* Exercise goal: How do the lines below between the ones holding "21V4h12l-3 4 3" and "San Salvador</p></div><em>140 m</em></li>", inclusive, read? Give them again exactly, with no other lines.

* Recorded information:
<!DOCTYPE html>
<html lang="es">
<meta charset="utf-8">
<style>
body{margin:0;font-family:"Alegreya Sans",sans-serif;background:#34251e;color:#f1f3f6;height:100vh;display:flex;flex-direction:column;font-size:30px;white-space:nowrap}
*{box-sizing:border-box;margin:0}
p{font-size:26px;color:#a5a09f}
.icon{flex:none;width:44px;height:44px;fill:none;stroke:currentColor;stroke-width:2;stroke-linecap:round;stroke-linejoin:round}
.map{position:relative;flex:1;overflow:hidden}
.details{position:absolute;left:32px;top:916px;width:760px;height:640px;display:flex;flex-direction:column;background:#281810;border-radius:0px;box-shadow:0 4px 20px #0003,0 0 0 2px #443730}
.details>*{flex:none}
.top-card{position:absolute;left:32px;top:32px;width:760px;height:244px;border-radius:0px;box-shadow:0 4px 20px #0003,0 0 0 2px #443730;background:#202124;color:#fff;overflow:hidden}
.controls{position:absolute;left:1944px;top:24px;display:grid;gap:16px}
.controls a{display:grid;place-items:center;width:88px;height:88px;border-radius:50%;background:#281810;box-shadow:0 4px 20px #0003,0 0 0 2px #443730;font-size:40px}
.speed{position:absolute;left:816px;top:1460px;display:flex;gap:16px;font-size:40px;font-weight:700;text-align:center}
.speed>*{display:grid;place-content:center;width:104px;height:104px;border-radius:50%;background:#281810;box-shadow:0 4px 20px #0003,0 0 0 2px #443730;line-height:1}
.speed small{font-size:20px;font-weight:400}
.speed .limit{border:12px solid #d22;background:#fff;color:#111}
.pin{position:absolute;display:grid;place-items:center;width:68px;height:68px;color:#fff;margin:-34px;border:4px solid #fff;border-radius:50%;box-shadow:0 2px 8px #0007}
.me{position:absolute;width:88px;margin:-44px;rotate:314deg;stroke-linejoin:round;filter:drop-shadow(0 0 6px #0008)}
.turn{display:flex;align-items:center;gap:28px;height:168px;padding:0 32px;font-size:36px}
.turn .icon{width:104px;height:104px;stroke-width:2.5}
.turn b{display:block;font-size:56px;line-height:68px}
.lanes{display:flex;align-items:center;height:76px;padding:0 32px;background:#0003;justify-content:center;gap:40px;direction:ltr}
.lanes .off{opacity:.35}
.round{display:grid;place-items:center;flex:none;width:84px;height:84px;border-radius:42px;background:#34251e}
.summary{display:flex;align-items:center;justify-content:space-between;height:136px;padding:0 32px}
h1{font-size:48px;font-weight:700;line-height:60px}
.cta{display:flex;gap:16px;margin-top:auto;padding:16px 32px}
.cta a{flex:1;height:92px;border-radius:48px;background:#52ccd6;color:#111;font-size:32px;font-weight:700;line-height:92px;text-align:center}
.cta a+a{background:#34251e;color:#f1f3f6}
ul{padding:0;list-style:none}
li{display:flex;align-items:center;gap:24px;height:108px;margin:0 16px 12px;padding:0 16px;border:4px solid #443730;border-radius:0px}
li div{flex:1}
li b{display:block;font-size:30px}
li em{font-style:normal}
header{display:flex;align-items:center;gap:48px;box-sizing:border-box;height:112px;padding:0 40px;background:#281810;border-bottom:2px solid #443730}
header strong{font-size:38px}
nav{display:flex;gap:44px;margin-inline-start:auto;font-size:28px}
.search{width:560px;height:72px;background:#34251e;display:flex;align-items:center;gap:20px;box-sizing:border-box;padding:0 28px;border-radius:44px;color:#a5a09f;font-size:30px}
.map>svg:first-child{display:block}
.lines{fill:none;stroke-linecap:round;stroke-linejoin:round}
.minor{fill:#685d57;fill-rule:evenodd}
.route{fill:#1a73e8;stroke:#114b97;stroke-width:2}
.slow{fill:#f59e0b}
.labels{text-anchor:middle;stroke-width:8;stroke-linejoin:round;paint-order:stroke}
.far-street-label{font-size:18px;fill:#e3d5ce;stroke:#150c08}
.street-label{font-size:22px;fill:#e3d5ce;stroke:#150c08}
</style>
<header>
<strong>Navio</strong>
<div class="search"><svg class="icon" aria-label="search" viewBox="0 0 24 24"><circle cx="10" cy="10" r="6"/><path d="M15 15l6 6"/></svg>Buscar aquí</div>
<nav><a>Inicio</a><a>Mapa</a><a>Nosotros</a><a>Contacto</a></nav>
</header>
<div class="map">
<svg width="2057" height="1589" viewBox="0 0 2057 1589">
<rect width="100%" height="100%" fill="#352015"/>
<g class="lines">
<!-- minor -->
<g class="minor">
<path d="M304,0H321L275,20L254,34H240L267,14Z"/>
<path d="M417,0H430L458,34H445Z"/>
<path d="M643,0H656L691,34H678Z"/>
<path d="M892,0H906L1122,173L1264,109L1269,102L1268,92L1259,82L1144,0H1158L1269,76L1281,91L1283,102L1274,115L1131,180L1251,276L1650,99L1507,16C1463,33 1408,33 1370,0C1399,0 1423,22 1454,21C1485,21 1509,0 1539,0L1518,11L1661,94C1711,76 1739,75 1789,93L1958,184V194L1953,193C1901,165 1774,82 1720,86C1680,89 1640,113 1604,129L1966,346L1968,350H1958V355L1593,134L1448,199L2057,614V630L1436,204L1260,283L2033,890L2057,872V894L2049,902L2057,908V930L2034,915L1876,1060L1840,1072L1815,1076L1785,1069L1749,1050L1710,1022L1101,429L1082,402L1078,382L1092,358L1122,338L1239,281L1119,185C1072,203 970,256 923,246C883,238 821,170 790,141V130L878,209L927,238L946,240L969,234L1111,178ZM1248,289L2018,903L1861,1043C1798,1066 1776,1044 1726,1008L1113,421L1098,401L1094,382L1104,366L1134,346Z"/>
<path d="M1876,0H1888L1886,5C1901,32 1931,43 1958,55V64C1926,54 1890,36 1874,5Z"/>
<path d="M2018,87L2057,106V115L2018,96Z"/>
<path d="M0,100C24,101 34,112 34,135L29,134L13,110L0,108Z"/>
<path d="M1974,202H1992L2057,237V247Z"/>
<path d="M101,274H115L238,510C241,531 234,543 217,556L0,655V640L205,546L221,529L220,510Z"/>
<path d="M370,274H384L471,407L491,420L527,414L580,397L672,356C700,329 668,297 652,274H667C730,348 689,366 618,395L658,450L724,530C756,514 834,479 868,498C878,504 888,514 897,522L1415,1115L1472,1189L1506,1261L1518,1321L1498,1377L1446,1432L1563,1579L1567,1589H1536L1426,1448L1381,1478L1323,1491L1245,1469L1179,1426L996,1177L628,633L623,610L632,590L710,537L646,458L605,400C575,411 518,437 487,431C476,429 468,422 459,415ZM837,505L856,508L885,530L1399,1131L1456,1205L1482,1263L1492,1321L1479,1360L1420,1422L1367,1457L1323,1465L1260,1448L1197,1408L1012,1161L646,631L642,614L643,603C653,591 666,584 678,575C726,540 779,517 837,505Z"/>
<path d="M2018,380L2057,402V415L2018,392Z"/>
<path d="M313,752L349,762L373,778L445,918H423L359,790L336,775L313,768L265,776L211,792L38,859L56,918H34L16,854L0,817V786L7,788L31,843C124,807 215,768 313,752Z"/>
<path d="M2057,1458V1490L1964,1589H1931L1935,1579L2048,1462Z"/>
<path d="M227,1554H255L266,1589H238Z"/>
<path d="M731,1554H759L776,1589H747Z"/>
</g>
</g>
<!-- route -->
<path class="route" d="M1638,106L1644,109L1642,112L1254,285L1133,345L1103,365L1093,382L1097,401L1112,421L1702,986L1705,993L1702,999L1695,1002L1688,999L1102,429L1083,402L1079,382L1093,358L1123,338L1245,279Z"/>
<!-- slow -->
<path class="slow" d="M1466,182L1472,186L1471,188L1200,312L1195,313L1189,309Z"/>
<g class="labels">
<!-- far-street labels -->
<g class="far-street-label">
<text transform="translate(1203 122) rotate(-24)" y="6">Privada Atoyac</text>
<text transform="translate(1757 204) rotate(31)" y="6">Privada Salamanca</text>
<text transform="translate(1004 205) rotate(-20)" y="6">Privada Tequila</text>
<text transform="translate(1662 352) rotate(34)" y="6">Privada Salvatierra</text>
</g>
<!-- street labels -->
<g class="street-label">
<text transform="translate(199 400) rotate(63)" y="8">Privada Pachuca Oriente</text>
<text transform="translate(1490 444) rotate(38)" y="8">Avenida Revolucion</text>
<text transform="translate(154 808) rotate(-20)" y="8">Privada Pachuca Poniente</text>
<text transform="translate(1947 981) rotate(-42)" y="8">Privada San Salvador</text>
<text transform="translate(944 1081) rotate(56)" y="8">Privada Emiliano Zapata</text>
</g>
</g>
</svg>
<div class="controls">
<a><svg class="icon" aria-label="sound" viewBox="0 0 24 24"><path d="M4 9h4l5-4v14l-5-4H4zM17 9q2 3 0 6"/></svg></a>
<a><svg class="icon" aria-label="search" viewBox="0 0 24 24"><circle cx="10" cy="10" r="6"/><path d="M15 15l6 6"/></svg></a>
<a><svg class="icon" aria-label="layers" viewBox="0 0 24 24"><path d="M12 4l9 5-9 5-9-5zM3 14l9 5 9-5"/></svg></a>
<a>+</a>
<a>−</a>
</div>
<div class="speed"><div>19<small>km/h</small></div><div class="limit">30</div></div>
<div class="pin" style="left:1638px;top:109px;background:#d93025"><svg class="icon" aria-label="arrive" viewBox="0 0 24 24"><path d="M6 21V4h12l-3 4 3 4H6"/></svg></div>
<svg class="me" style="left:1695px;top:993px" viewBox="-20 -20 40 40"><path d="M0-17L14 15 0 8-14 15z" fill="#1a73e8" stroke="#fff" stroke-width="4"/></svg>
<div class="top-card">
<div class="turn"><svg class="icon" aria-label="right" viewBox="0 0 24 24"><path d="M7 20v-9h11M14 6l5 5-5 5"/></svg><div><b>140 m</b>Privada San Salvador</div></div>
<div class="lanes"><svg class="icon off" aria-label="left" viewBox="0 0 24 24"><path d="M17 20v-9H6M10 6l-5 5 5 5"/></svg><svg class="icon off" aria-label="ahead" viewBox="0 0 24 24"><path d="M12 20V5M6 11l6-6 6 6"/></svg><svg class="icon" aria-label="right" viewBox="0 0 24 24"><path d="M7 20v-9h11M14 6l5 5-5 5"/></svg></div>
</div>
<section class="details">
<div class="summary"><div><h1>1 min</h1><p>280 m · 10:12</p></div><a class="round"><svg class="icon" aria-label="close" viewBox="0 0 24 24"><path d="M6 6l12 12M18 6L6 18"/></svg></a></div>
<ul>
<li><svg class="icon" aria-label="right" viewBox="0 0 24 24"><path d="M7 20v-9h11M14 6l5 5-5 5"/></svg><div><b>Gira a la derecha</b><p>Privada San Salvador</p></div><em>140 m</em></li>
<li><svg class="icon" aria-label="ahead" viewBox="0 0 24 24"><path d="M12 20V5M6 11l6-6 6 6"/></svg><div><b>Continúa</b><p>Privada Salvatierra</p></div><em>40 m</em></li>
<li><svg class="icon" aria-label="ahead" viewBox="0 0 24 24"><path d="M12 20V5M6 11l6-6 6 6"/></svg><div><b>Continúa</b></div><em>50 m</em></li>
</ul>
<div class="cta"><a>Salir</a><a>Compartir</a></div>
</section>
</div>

* Response:
<div class="pin" style="left:1638px;top:109px;background:#d93025"><svg class="icon" aria-label="arrive" viewBox="0 0 24 24"><path d="M6 21V4h12l-3 4 3 4H6"/></svg></div>
<svg class="me" style="left:1695px;top:993px" viewBox="-20 -20 40 40"><path d="M0-17L14 15 0 8-14 15z" fill="#1a73e8" stroke="#fff" stroke-width="4"/></svg>
<div class="top-card">
<div class="turn"><svg class="icon" aria-label="right" viewBox="0 0 24 24"><path d="M7 20v-9h11M14 6l5 5-5 5"/></svg><div><b>140 m</b>Privada San Salvador</div></div>
<div class="lanes"><svg class="icon off" aria-label="left" viewBox="0 0 24 24"><path d="M17 20v-9H6M10 6l-5 5 5 5"/></svg><svg class="icon off" aria-label="ahead" viewBox="0 0 24 24"><path d="M12 20V5M6 11l6-6 6 6"/></svg><svg class="icon" aria-label="right" viewBox="0 0 24 24"><path d="M7 20v-9h11M14 6l5 5-5 5"/></svg></div>
</div>
<section class="details">
<div class="summary"><div><h1>1 min</h1><p>280 m · 10:12</p></div><a class="round"><svg class="icon" aria-label="close" viewBox="0 0 24 24"><path d="M6 6l12 12M18 6L6 18"/></svg></a></div>
<ul>
<li><svg class="icon" aria-label="right" viewBox="0 0 24 24"><path d="M7 20v-9h11M14 6l5 5-5 5"/></svg><div><b>Gira a la derecha</b><p>Privada San Salvador</p></div><em>140 m</em></li>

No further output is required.